▶ _YOUR OBJECTIVE_: The records below must be transcribed precisely and in full.

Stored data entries

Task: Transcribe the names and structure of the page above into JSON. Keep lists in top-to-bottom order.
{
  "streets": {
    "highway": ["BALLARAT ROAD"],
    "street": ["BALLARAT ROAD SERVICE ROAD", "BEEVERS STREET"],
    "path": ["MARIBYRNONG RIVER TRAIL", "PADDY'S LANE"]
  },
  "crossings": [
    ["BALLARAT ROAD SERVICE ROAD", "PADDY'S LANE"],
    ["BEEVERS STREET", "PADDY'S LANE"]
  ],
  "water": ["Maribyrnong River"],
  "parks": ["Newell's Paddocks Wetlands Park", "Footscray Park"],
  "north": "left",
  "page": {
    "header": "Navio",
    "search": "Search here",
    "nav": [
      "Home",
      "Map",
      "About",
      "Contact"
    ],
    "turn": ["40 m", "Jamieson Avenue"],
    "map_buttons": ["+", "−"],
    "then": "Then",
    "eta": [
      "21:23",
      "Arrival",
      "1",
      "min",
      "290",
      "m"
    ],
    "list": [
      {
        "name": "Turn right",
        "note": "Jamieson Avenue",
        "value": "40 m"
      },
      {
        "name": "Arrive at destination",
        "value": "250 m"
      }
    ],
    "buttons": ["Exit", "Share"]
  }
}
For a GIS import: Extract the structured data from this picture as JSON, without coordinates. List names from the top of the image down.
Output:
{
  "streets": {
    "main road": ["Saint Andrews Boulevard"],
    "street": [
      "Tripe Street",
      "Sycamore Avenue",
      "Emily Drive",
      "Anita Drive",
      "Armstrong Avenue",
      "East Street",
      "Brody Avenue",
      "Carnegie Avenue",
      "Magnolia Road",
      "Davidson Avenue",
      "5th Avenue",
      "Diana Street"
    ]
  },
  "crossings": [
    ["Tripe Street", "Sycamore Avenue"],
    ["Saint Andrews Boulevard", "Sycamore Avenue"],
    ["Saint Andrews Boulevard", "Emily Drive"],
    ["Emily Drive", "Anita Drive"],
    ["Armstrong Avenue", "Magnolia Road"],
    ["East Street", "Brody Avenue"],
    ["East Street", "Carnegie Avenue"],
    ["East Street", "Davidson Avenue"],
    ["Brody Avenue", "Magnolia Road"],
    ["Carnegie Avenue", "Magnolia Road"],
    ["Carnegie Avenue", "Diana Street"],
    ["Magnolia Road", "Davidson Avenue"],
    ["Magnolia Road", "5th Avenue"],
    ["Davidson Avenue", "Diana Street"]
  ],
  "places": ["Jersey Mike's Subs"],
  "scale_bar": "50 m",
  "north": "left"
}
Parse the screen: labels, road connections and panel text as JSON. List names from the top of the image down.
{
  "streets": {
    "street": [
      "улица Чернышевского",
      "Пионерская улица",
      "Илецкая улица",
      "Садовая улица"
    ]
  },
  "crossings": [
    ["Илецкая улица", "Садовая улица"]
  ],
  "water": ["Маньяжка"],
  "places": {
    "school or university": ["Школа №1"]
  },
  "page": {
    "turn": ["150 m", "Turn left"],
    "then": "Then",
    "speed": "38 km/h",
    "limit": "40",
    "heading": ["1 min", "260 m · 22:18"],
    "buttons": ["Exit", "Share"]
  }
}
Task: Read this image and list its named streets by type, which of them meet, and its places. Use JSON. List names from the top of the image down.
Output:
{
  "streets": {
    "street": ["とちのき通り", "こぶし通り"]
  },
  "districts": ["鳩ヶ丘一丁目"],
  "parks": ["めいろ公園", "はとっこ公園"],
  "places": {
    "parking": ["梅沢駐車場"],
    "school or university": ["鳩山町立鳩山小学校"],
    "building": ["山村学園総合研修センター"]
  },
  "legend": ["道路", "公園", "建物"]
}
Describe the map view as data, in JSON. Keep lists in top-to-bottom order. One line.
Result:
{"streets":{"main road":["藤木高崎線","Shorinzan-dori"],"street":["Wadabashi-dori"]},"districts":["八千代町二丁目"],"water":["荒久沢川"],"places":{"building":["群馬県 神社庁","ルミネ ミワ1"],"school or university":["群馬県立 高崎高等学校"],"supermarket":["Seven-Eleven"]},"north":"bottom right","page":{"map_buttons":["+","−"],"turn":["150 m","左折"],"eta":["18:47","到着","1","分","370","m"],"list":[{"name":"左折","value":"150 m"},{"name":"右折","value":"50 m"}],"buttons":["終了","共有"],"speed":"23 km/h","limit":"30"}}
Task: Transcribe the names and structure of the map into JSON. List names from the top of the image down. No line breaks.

▶ _EXERCISE OUTPUT_:
Task: Transcribe the names and structure of the page above into JSON. Keep lists in top-to-bottom order.
{
  "streets": {
    "highway": ["BALLARAT ROAD"],
    "street": ["BALLARAT ROAD SERVICE ROAD", "BEEVERS STREET"],
    "path": ["MARIBYRNONG RIVER TRAIL", "PADDY'S LANE"]
  },
  "crossings": [
    ["BALLARAT ROAD SERVICE ROAD", "PADDY'S LANE"],
    ["BEEVERS STREET", "PADDY'S LANE"]
  ],
  "water": ["Maribyrnong River"],
  "parks": ["Newell's Paddocks Wetlands Park", "Footscray Park"],
  "north": "left",
  "page": {
    "header": "Navio",
    "search": "Search here",
    "nav": [
      "Home",
      "Map",
      "About",
      "Contact"
    ],
    "turn": ["40 m", "Jamieson Avenue"],
    "map_buttons": ["+", "−"],
    "then": "Then",
    "eta": [
      "21:23",
      "Arrival",
      "1",
      "min",
      "290",
      "m"
    ],
    "list": [
      {
        "name": "Turn right",
        "note": "Jamieson Avenue",
        "value": "40 m"
      },
      {
        "name": "Arrive at destination",
        "value": "250 m"
      }
    ],
    "buttons": ["Exit", "Share"]
  }
}
For a GIS import: Extract the structured data from this picture as JSON, without coordinates. List names from the top of the image down.
Output:
{
  "streets": {
    "main road": ["Saint Andrews Boulevard"],
    "street": [
      "Tripe Street",
      "Sycamore Avenue",
      "Emily Drive",
      "Anita Drive",
      "Armstrong Avenue",
      "East Street",
      "Brody Avenue",
      "Carnegie Avenue",
      "Magnolia Road",
      "Davidson Avenue",
      "5th Avenue",
      "Diana Street"
    ]
  },
  "crossings": [
    ["Tripe Street", "Sycamore Avenue"],
    ["Saint Andrews Boulevard", "Sycamore Avenue"],
    ["Saint Andrews Boulevard", "Emily Drive"],
    ["Emily Drive", "Anita Drive"],
    ["Armstrong Avenue", "Magnolia Road"],
    ["East Street", "Brody Avenue"],
    ["East Street", "Carnegie Avenue"],
    ["East Street", "Davidson Avenue"],
    ["Brody Avenue", "Magnolia Road"],
    ["Carnegie Avenue", "Magnolia Road"],
    ["Carnegie Avenue", "Diana Street"],
    ["Magnolia Road", "Davidson Avenue"],
    ["Magnolia Road", "5th Avenue"],
    ["Davidson Avenue", "Diana Street"]
  ],
  "places": ["Jersey Mike's Subs"],
  "scale_bar": "50 m",
  "north": "left"
}
Parse the screen: labels, road connections and panel text as JSON. List names from the top of the image down.
{
  "streets": {
    "street": [
      "улица Чернышевского",
      "Пионерская улица",
      "Илецкая улица",
      "Садовая улица"
    ]
  },
  "crossings": [
    ["Илецкая улица", "Садовая улица"]
  ],
  "water": ["Маньяжка"],
  "places": {
    "school or university": ["Школа №1"]
  },
  "page": {
    "turn": ["150 m", "Turn left"],
    "then": "Then",
    "speed": "38 km/h",
    "limit": "40",
    "heading": ["1 min", "260 m · 22:18"],
    "buttons": ["Exit", "Share"]
  }
}
Task: Read this image and list its named streets by type, which of them meet, and its places. Use JSON. List names from the top of the image down.
Output:
{
  "streets": {
    "street": ["とちのき通り", "こぶし通り"]
  },
  "districts": ["鳩ヶ丘一丁目"],
  "parks": ["めいろ公園", "はとっこ公園"],
  "places": {
    "parking": ["梅沢駐車場"],
    "school or university": ["鳩山町立鳩山小学校"],
    "building": ["山村学園総合研修センター"]
  },
  "legend": ["道路", "公園", "建物"]
}
Describe the map view as data, in JSON. Keep lists in top-to-bottom order. One line.
Result:
{"streets":{"main road":["藤木高崎線","Shorinzan-dori"],"street":["Wadabashi-dori"]},"districts":["八千代町二丁目"],"water":["荒久沢川"],"places":{"building":["群馬県 神社庁","ルミネ ミワ1"],"school or university":["群馬県立 高崎高等学校"],"supermarket":["Seven-Eleven"]},"north":"bottom right","page":{"map_buttons":["+","−"],"turn":["150 m","左折"],"eta":["18:47","到着","1","分","370","m"],"list":[{"name":"左折","value":"150 m"},{"name":"右折","value":"50 m"}],"buttons":["終了","共有"],"speed":"23 km/h","limit":"30"}}
Task: Transcribe the names and structure of the map into JSON. List names from the top of the image down. No line breaks.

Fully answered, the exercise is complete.